One morning mid-April, having awakened later than usual, Minna went to Richard''s study to give him an affectionate greeting. She knew he was nearing completion of the Venusberg orchestration, but instead of finding him busy at work, she was shocked to see him seated at the piano crying. Her moving across the room awakened Peps, who was stretched out on his stool. The dog barked, startling Richard.
"God, Minnel...," he said, wiping his eyes.
"What''s wrong?" she asked, irritated by his laziness and sullen mood. "Didn''t Amalia make coffee for you? Or did you finally figure out that you can''t afford to elegantly bind one hundred copies of this new opera!"
"My whole being has been so consumed with this task," he said, gently touching a page of the composition draft from which he was working, "that the closer I get to finishing it the more afraid I am that I''ll die before it''s done."
Richard had suffered many sleepless nights due to stomach cramps and headaches, but after years of attending him through bouts of erysipelas, catarrh, nausea, and a host of other ailments, all of which he recovered from through the exertion of his seemingly indomitable spirit, Minna had not been concerned. But the pallor of his usually vibrant face and talk of sudden death frightened her into a more compassionate temper.
"Remember how worried your sister Cacilie was before the birth of her little Richard?" she said, gently brushing his disheveled hair from his prominent forehead.

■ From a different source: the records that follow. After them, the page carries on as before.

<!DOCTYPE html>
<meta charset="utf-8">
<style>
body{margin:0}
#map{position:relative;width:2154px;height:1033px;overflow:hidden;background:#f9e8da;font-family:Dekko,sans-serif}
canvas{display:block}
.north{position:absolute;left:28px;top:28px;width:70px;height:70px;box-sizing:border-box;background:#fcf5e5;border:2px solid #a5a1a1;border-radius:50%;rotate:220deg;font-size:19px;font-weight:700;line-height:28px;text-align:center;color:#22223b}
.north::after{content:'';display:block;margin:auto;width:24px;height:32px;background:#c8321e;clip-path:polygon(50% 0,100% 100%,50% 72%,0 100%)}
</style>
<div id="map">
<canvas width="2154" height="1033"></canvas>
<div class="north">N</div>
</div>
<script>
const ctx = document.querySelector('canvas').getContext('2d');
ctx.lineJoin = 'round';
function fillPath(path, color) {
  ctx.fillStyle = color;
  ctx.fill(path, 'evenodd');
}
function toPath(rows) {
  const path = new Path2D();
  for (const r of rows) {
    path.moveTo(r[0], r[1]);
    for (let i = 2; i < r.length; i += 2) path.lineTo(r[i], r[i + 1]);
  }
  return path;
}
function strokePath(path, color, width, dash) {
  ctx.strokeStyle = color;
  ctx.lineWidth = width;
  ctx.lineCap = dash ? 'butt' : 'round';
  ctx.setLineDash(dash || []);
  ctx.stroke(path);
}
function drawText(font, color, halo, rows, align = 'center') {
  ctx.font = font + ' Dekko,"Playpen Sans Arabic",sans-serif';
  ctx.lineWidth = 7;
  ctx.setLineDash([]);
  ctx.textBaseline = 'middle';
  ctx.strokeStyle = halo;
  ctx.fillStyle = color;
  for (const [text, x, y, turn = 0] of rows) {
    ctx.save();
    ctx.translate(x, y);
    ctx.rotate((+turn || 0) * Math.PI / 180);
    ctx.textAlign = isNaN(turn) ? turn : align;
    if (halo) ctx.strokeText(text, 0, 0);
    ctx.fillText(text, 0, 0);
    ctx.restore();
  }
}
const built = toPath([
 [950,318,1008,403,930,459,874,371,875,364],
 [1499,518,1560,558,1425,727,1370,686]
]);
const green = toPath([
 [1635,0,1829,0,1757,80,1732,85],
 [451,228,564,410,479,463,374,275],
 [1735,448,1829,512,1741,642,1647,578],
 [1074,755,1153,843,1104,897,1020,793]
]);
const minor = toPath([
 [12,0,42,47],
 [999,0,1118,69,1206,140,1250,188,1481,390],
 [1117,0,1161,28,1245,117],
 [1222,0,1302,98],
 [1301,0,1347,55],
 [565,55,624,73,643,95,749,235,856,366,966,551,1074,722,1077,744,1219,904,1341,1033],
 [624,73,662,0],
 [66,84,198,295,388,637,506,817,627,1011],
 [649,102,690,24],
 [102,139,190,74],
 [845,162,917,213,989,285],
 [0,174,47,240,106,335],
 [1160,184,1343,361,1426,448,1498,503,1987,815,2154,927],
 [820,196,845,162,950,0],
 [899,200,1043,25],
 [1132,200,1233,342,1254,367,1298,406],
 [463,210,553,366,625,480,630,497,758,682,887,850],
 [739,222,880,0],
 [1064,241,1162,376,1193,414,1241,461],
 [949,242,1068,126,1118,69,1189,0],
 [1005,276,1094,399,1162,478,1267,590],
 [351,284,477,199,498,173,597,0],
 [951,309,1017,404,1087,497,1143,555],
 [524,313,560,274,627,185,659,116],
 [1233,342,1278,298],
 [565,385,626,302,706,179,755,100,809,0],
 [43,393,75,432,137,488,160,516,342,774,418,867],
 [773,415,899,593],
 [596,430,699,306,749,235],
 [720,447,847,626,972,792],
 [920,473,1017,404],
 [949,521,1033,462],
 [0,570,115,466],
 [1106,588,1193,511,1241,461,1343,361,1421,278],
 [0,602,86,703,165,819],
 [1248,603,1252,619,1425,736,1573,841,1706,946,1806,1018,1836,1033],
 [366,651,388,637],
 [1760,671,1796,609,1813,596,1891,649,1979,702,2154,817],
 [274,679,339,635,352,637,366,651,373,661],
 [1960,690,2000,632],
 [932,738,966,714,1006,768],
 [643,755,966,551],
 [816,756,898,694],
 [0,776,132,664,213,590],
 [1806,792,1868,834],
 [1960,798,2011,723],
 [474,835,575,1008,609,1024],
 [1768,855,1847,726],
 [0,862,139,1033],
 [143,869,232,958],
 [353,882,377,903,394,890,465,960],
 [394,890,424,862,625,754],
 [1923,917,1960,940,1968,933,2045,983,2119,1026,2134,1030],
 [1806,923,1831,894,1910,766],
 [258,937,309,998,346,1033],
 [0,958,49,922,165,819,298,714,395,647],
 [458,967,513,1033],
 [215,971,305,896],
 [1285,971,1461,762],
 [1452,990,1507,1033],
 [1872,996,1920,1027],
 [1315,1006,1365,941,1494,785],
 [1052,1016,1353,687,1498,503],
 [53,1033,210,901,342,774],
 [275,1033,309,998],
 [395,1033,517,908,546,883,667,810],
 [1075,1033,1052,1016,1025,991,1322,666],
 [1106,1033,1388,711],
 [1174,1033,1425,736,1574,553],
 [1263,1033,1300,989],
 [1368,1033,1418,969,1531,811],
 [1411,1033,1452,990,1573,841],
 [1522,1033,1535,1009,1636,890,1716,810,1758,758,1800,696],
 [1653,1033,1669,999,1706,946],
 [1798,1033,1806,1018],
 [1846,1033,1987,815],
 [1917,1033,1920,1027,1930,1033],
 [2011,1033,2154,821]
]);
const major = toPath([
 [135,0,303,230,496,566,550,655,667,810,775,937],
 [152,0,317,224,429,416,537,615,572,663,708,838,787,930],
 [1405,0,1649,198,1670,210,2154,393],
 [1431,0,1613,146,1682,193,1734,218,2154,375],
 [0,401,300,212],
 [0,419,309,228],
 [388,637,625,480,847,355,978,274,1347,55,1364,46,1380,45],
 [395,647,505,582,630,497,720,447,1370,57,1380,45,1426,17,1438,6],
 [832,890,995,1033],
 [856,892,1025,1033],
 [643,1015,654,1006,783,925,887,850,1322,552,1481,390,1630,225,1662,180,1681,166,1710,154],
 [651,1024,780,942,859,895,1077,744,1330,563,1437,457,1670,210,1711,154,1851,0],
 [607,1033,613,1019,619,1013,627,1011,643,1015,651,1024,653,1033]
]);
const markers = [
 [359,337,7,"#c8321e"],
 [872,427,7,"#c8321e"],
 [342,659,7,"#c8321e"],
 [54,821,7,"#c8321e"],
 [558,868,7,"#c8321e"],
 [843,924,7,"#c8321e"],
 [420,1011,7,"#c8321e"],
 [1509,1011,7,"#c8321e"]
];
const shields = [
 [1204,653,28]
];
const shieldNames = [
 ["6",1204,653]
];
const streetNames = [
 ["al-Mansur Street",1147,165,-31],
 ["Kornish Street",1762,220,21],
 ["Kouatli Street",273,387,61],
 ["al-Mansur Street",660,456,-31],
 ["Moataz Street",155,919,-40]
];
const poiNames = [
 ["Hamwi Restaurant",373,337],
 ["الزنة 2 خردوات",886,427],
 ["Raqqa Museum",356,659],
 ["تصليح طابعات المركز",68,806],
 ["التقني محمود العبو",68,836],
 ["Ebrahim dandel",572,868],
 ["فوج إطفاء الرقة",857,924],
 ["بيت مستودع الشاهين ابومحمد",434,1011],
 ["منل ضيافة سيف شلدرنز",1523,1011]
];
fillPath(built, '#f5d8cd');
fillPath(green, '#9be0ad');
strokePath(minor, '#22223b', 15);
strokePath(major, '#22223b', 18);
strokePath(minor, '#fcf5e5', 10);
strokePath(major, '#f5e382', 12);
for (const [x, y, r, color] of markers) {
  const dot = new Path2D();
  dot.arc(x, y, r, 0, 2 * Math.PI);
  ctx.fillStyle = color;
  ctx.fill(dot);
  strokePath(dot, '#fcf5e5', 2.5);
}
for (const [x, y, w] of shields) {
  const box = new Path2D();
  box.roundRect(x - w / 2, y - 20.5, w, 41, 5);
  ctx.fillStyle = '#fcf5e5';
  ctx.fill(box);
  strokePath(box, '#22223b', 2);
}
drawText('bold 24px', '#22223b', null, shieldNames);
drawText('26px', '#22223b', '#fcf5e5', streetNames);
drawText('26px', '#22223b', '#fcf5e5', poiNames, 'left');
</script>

"That was because Rosalie died in childbirth!"
"And just like a mother you are about to send another of your children into the world to an unknown fate."
"See, Minnel, this work must be good! If not, I can never accomplish anything. It has worked such magic on me! I no sooner touch the music than I glow and quiver with warmth," he said with what seemed to Minna almost sexual delight. "Even with all the great interruptions in my work, I''m always freshly inspired by that peculiar fragrance which intoxicated me at the very first conception. My Tannhäuser is a German fellow from top to toe. May he win German hearts more completely than my former works."
"Why must you always whine? Rienzi plays to big audiences!”
"And do you ever find mention of that in the newspaper? Did Schladebach report on the magnificent performance of my Love-Feast at the Frauenkirche, or even Weber''s funeral? Everything to do with that dignified ceremony, especially the music, was my work!"
"You never give tickets to Schladebach. Why do you now place stock on a single music critic?" she asked tauntingly.
"Because, Minnel, it is his job to review and write about music for newspapers throughout Germany. Mein Gott, I know quite well that newspaper reports can''t make a good work into a bad one, or a bad one into a good one. But the papers can prejudice a good thing by hindering its spread. They can be discouraging!"
"Your Venusberg will not be stillborn. Play for me. Let me hear what the orchestration will sound like."
The request seemed to light a fire in her husband''s eyes. She took a chair near the window from where she could watch the ever-changing features of his face as he played. No sooner did the first notes sound than she recognized Wolfram''s Song to the Evening Star with its concluding orchestral refrain. It is a lovely song people will be eager to play and sing at salons and parties, she thought.